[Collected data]
= = = = =
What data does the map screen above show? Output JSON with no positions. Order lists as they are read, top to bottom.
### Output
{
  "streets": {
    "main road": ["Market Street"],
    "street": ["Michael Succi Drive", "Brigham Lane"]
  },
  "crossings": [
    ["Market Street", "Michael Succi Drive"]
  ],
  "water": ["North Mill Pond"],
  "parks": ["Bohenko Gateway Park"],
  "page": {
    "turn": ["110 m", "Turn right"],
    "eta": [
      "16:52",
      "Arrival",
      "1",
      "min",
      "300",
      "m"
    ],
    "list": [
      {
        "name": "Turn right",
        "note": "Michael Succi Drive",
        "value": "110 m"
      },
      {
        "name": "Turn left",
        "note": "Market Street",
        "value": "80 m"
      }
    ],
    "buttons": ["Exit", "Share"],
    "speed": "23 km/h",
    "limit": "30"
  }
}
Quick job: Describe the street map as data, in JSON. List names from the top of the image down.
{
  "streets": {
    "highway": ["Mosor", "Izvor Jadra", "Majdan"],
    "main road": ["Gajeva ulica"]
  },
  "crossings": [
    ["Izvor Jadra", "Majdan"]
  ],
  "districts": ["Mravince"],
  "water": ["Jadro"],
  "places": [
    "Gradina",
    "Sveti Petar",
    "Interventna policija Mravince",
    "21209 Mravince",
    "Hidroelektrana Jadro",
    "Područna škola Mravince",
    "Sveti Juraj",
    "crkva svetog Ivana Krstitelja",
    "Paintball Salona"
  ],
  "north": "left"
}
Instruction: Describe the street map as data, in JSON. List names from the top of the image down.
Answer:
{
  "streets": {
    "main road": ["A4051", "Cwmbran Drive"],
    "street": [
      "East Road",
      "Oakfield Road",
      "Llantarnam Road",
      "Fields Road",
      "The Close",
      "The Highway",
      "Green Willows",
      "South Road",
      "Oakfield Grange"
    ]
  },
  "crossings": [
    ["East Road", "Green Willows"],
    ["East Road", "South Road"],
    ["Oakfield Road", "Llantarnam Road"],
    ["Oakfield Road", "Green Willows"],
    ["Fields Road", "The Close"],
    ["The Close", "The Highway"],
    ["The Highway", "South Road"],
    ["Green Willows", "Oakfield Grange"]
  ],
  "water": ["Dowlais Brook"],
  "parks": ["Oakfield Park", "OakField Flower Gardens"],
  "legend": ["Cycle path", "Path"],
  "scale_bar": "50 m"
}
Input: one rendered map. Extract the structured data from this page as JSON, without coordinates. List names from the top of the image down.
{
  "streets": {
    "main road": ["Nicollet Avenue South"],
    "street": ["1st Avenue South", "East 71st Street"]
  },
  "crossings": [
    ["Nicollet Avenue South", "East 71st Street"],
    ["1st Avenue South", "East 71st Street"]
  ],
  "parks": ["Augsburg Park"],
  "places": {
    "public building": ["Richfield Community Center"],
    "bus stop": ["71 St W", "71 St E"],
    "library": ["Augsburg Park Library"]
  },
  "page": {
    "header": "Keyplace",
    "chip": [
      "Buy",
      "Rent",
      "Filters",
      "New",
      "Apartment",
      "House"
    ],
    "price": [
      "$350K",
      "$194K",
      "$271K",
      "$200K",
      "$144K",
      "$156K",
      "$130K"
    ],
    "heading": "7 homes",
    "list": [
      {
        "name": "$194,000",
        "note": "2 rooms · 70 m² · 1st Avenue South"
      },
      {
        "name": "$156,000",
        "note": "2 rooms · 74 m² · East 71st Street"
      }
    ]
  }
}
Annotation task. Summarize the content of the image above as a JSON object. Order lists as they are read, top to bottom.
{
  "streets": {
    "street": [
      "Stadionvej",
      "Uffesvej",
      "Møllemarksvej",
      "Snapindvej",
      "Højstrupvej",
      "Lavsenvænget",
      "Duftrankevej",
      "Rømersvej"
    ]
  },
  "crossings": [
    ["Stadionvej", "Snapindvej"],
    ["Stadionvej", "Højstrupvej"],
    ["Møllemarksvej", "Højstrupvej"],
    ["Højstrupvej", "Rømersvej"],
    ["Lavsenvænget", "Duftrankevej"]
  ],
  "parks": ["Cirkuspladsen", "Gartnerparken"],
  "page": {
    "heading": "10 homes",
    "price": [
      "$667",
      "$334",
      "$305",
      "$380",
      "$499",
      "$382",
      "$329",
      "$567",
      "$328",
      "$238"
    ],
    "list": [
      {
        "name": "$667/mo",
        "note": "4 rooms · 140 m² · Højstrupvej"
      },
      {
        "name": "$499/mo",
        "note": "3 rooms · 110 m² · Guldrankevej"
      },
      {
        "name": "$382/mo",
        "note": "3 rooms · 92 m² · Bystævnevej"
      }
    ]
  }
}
= = = = =
» Work item
How many lines in the records above hold the word "Augsburg"? Give only the number.

» Exercise output
2